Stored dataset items
--------------------

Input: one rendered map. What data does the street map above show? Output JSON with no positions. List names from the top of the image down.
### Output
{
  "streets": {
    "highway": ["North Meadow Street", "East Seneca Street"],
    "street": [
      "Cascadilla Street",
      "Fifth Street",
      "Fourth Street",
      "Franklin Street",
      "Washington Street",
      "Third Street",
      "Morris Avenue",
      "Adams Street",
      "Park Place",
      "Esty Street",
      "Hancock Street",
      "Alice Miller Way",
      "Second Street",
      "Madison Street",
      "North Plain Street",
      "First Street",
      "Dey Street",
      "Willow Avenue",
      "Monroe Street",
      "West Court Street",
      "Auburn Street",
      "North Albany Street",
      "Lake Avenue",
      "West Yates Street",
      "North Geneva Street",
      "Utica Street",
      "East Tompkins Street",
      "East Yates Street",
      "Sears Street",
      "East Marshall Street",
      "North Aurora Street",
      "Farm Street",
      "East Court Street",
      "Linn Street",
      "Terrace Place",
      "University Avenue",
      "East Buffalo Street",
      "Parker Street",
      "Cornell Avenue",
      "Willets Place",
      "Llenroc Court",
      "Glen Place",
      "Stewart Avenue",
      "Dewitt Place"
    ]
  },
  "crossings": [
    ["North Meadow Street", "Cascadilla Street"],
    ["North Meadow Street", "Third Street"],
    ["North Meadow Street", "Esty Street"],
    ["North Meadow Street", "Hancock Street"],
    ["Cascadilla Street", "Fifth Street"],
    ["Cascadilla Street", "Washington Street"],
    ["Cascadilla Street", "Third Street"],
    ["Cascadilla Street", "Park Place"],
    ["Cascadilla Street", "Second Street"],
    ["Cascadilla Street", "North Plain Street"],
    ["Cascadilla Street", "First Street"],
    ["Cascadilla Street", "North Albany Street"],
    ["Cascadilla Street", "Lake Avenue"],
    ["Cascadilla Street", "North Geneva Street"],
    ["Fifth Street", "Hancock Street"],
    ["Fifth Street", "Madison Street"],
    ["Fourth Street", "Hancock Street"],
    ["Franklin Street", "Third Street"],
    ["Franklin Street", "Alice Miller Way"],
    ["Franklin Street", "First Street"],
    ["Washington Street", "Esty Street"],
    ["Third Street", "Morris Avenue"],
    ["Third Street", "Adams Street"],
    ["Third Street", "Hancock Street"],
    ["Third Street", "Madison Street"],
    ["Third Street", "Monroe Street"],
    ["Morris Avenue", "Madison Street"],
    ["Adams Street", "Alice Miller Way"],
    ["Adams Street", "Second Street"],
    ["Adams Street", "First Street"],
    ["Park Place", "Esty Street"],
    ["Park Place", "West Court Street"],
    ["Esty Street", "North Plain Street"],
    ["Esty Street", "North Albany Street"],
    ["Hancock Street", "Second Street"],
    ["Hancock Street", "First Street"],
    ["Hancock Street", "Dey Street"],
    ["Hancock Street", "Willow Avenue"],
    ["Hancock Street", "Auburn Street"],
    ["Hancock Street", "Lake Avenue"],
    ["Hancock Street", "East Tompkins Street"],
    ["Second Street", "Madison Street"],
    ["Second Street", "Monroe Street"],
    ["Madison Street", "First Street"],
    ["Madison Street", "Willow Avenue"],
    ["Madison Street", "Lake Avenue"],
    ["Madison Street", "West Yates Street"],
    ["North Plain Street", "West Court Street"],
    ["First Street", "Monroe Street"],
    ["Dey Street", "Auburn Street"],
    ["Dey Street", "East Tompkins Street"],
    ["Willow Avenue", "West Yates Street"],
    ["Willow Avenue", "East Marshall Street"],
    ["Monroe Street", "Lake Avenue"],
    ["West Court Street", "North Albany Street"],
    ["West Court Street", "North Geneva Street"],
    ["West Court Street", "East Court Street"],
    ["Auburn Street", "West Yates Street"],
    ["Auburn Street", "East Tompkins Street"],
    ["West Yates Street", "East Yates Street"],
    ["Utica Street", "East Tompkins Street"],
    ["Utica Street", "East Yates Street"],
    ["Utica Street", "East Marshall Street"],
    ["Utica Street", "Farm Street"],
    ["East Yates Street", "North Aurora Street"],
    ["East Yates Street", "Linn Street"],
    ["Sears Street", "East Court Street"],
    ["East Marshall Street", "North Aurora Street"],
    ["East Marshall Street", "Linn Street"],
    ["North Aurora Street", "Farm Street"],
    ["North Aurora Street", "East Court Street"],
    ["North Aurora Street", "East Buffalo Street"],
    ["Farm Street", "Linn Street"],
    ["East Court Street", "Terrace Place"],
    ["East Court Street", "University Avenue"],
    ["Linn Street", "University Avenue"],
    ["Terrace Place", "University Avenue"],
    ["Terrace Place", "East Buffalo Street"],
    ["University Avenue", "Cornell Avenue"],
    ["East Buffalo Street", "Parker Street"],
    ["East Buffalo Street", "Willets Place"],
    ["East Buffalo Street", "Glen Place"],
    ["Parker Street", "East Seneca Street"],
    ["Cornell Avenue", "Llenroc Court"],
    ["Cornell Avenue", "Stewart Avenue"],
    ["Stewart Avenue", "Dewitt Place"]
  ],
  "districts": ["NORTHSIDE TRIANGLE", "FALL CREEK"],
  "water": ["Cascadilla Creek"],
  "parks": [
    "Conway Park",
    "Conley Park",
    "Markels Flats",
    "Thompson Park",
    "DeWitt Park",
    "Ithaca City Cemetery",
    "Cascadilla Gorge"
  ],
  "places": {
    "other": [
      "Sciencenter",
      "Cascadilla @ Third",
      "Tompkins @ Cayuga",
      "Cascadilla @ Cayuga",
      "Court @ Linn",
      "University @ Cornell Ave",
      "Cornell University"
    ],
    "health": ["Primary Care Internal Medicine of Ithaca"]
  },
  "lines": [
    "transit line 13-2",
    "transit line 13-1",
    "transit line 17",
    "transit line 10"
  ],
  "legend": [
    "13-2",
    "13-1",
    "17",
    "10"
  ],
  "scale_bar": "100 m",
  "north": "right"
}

--------------------

**ACTIVITY:** Please retype the data, matching it exactly.

**PROBLEM SOLUTION:**
Input: one rendered map. What data does the street map above show? Output JSON with no positions. List names from the top of the image down.
### Output
{
  "streets": {
    "highway": ["North Meadow Street", "East Seneca Street"],
    "street": [
      "Cascadilla Street",
      "Fifth Street",
      "Fourth Street",
      "Franklin Street",
      "Washington Street",
      "Third Street",
      "Morris Avenue",
      "Adams Street",
      "Park Place",
      "Esty Street",
      "Hancock Street",
      "Alice Miller Way",
      "Second Street",
      "Madison Street",
      "North Plain Street",
      "First Street",
      "Dey Street",
      "Willow Avenue",
      "Monroe Street",
      "West Court Street",
      "Auburn Street",
      "North Albany Street",
      "Lake Avenue",
      "West Yates Street",
      "North Geneva Street",
      "Utica Street",
      "East Tompkins Street",
      "East Yates Street",
      "Sears Street",
      "East Marshall Street",
      "North Aurora Street",
      "Farm Street",
      "East Court Street",
      "Linn Street",
      "Terrace Place",
      "University Avenue",
      "East Buffalo Street",
      "Parker Street",
      "Cornell Avenue",
      "Willets Place",
      "Llenroc Court",
      "Glen Place",
      "Stewart Avenue",
      "Dewitt Place"
    ]
  },
  "crossings": [
    ["North Meadow Street", "Cascadilla Street"],
    ["North Meadow Street", "Third Street"],
    ["North Meadow Street", "Esty Street"],
    ["North Meadow Street", "Hancock Street"],
    ["Cascadilla Street", "Fifth Street"],
    ["Cascadilla Street", "Washington Street"],
    ["Cascadilla Street", "Third Street"],
    ["Cascadilla Street", "Park Place"],
    ["Cascadilla Street", "Second Street"],
    ["Cascadilla Street", "North Plain Street"],
    ["Cascadilla Street", "First Street"],
    ["Cascadilla Street", "North Albany Street"],
    ["Cascadilla Street", "Lake Avenue"],
    ["Cascadilla Street", "North Geneva Street"],
    ["Fifth Street", "Hancock Street"],
    ["Fifth Street", "Madison Street"],
    ["Fourth Street", "Hancock Street"],
    ["Franklin Street", "Third Street"],
    ["Franklin Street", "Alice Miller Way"],
    ["Franklin Street", "First Street"],
    ["Washington Street", "Esty Street"],
    ["Third Street", "Morris Avenue"],
    ["Third Street", "Adams Street"],
    ["Third Street", "Hancock Street"],
    ["Third Street", "Madison Street"],
    ["Third Street", "Monroe Street"],
    ["Morris Avenue", "Madison Street"],
    ["Adams Street", "Alice Miller Way"],
    ["Adams Street", "Second Street"],
    ["Adams Street", "First Street"],
    ["Park Place", "Esty Street"],
    ["Park Place", "West Court Street"],
    ["Esty Street", "North Plain Street"],
    ["Esty Street", "North Albany Street"],
    ["Hancock Street", "Second Street"],
    ["Hancock Street", "First Street"],
    ["Hancock Street", "Dey Street"],
    ["Hancock Street", "Willow Avenue"],
    ["Hancock Street", "Auburn Street"],
    ["Hancock Street", "Lake Avenue"],
    ["Hancock Street", "East Tompkins Street"],
    ["Second Street", "Madison Street"],
    ["Second Street", "Monroe Street"],
    ["Madison Street", "First Street"],
    ["Madison Street", "Willow Avenue"],
    ["Madison Street", "Lake Avenue"],
    ["Madison Street", "West Yates Street"],
    ["North Plain Street", "West Court Street"],
    ["First Street", "Monroe Street"],
    ["Dey Street", "Auburn Street"],
    ["Dey Street", "East Tompkins Street"],
    ["Willow Avenue", "West Yates Street"],
    ["Willow Avenue", "East Marshall Street"],
    ["Monroe Street", "Lake Avenue"],
    ["West Court Street", "North Albany Street"],
    ["West Court Street", "North Geneva Street"],
    ["West Court Street", "East Court Street"],
    ["Auburn Street", "West Yates Street"],
    ["Auburn Street", "East Tompkins Street"],
    ["West Yates Street", "East Yates Street"],
    ["Utica Street", "East Tompkins Street"],
    ["Utica Street", "East Yates Street"],
    ["Utica Street", "East Marshall Street"],
    ["Utica Street", "Farm Street"],
    ["East Yates Street", "North Aurora Street"],
    ["East Yates Street", "Linn Street"],
    ["Sears Street", "East Court Street"],
    ["East Marshall Street", "North Aurora Street"],
    ["East Marshall Street", "Linn Street"],
    ["North Aurora Street", "Farm Street"],
    ["North Aurora Street", "East Court Street"],
    ["North Aurora Street", "East Buffalo Street"],
    ["Farm Street", "Linn Street"],
    ["East Court Street", "Terrace Place"],
    ["East Court Street", "University Avenue"],
    ["Linn Street", "University Avenue"],
    ["Terrace Place", "University Avenue"],
    ["Terrace Place", "East Buffalo Street"],
    ["University Avenue", "Cornell Avenue"],
    ["East Buffalo Street", "Parker Street"],
    ["East Buffalo Street", "Willets Place"],
    ["East Buffalo Street", "Glen Place"],
    ["Parker Street", "East Seneca Street"],
    ["Cornell Avenue", "Llenroc Court"],
    ["Cornell Avenue", "Stewart Avenue"],
    ["Stewart Avenue", "Dewitt Place"]
  ],
  "districts": ["NORTHSIDE TRIANGLE", "FALL CREEK"],
  "water": ["Cascadilla Creek"],
  "parks": [
    "Conway Park",
    "Conley Park",
    "Markels Flats",
    "Thompson Park",
    "DeWitt Park",
    "Ithaca City Cemetery",
    "Cascadilla Gorge"
  ],
  "places": {
    "other": [
      "Sciencenter",
      "Cascadilla @ Third",
      "Tompkins @ Cayuga",
      "Cascadilla @ Cayuga",
      "Court @ Linn",
      "University @ Cornell Ave",
      "Cornell University"
    ],
    "health": ["Primary Care Internal Medicine of Ithaca"]
  },
  "lines": [
    "transit line 13-2",
    "transit line 13-1",
    "transit line 17",
    "transit line 10"
  ],
  "legend": [
    "13-2",
    "13-1",
    "17",
    "10"
  ],
  "scale_bar": "100 m",
  "north": "right"
}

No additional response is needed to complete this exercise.